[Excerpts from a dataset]
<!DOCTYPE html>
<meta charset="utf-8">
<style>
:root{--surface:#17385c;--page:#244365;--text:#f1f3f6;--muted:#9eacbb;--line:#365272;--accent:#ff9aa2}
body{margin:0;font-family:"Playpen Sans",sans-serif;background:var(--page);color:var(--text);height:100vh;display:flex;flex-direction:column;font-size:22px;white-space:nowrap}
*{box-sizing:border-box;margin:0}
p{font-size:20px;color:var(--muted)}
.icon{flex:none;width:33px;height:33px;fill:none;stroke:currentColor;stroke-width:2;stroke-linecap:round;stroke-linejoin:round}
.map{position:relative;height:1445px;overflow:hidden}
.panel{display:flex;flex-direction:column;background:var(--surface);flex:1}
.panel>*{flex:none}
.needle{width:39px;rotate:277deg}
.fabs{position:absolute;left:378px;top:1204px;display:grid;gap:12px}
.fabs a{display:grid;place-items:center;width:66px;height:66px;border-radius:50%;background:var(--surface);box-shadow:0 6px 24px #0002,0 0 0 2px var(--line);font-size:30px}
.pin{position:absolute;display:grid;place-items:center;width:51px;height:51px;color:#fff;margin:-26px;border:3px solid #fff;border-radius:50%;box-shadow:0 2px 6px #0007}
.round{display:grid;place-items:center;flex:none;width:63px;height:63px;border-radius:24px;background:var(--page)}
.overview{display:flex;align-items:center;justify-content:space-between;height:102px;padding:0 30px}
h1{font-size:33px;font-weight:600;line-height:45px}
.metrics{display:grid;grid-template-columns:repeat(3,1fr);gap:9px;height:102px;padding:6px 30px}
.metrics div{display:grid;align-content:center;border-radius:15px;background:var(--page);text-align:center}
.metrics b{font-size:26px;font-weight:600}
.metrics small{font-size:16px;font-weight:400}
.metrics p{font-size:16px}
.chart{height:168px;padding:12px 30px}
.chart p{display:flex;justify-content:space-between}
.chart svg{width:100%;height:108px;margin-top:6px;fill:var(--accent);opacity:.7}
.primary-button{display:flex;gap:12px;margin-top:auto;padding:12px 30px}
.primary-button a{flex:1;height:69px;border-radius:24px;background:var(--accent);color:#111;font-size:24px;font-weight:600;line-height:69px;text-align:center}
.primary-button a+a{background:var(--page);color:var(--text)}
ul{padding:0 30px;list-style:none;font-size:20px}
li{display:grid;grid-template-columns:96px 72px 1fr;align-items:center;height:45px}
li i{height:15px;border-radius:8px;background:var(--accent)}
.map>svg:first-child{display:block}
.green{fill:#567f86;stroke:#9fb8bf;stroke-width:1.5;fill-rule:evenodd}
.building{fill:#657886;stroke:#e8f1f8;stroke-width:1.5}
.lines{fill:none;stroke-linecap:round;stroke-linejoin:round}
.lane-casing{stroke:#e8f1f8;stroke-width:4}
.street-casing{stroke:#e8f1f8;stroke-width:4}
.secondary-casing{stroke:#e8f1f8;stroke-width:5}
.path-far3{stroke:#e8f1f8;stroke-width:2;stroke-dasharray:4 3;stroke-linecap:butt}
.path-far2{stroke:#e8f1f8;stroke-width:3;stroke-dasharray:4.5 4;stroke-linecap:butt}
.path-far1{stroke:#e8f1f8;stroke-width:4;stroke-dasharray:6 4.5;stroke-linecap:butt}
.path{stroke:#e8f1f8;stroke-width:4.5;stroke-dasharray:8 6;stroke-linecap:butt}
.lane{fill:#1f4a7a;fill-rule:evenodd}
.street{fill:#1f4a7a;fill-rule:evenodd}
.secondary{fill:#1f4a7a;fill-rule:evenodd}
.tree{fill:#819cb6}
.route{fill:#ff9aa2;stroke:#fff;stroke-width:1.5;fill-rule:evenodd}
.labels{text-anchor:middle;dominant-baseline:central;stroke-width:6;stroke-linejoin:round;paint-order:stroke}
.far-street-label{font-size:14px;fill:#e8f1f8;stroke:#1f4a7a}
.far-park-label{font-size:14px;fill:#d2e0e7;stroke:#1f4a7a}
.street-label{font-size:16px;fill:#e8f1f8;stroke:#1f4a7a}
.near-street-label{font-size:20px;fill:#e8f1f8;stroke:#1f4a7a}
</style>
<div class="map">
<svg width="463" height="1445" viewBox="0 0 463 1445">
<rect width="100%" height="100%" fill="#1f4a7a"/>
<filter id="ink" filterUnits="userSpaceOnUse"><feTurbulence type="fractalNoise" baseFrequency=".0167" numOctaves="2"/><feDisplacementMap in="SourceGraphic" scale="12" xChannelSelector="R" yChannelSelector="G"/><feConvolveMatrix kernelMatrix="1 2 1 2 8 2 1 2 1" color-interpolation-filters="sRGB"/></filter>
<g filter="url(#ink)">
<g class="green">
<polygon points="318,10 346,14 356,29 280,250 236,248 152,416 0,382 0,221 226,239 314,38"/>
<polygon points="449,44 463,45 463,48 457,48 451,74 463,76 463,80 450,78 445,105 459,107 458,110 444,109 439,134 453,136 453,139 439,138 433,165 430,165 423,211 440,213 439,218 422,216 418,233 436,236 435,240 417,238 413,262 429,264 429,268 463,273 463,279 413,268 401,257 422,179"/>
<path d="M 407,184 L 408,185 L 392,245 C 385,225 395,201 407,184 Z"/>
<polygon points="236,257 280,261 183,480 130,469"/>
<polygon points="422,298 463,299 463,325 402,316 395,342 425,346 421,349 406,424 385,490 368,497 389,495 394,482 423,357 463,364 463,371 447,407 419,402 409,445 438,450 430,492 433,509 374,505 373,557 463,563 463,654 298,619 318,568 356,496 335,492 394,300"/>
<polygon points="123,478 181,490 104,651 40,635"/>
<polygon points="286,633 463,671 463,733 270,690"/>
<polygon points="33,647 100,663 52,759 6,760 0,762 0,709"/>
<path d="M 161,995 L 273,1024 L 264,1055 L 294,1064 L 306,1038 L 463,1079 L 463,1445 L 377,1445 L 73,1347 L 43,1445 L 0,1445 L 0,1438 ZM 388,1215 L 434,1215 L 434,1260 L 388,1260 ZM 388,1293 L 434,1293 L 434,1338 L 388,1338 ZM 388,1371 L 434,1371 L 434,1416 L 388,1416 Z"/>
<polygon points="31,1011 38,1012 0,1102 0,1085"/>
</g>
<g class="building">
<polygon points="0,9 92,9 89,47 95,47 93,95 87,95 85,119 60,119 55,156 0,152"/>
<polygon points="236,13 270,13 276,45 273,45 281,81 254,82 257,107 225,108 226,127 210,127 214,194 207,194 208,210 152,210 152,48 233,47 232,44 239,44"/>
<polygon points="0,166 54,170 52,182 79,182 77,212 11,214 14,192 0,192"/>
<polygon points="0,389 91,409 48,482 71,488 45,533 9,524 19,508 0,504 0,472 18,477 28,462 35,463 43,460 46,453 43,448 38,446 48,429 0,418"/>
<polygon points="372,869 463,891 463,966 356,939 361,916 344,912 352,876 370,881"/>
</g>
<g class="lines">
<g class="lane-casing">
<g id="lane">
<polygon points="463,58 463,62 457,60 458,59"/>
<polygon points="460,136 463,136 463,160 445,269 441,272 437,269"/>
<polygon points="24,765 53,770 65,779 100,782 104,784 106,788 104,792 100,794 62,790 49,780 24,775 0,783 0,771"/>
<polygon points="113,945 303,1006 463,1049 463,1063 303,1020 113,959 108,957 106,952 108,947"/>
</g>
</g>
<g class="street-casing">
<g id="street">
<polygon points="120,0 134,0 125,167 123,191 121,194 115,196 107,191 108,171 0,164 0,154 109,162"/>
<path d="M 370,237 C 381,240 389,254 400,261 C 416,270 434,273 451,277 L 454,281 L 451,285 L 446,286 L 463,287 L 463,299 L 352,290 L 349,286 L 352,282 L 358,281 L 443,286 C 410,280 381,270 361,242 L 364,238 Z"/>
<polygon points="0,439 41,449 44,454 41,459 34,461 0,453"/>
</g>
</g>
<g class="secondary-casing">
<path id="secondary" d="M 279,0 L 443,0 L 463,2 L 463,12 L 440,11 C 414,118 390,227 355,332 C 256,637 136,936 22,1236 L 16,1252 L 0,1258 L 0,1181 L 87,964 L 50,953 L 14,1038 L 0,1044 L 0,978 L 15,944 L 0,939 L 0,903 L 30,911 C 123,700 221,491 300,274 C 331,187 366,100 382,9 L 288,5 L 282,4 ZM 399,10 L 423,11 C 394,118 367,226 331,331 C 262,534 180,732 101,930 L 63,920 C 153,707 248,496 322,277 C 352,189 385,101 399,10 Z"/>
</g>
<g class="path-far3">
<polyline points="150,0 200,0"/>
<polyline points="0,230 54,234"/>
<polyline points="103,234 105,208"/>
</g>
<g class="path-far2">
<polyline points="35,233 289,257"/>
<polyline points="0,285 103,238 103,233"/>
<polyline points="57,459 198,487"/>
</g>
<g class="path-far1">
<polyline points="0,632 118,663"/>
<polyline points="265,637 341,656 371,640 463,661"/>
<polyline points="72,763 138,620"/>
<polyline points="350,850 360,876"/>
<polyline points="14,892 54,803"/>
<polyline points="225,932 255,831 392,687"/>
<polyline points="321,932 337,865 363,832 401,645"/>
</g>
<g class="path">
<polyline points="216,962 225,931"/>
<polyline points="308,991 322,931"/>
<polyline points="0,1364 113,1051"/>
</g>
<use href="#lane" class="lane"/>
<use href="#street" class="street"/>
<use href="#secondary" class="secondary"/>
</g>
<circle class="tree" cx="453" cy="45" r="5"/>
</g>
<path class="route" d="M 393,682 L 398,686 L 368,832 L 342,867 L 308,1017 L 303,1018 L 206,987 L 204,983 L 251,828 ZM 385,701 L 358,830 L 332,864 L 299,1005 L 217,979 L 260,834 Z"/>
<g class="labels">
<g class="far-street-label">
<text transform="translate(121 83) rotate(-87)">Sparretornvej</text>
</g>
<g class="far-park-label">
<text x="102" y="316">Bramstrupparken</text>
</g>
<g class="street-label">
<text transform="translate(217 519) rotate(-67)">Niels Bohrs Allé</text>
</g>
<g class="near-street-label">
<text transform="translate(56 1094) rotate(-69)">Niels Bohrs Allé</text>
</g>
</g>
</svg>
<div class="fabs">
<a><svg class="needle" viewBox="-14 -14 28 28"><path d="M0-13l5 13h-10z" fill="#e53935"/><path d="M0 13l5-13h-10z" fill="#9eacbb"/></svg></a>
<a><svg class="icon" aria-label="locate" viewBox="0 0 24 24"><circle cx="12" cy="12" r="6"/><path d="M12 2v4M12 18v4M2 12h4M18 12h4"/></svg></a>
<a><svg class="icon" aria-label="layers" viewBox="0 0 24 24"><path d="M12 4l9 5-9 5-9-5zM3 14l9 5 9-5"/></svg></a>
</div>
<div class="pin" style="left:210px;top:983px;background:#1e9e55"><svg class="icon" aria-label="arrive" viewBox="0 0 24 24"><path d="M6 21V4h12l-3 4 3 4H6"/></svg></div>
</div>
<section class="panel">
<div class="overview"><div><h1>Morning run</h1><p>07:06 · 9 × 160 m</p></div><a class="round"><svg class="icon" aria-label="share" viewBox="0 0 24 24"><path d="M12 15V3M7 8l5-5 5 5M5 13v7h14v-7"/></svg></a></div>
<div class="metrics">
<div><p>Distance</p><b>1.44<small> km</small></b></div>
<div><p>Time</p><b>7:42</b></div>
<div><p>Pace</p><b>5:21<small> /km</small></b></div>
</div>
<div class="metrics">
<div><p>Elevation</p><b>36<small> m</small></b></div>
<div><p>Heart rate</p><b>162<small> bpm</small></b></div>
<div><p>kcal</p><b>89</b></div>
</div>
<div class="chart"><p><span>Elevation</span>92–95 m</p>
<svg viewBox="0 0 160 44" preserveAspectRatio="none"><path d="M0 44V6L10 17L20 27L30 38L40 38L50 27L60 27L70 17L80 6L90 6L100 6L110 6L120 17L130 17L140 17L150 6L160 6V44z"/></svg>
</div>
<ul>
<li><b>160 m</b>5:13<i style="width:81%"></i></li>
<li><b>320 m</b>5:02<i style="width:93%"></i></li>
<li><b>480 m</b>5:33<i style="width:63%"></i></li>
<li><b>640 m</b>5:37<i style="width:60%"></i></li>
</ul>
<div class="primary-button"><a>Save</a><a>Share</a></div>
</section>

# ACTIVITY
Please go through the data above and copy each line that has the word "Elevation".

# SOLUTION TO THIS TASK
<div><p>Elevation</p><b>36<small> m</small></b></div>
<div class="chart"><p><span>Elevation</span>92–95 m</p>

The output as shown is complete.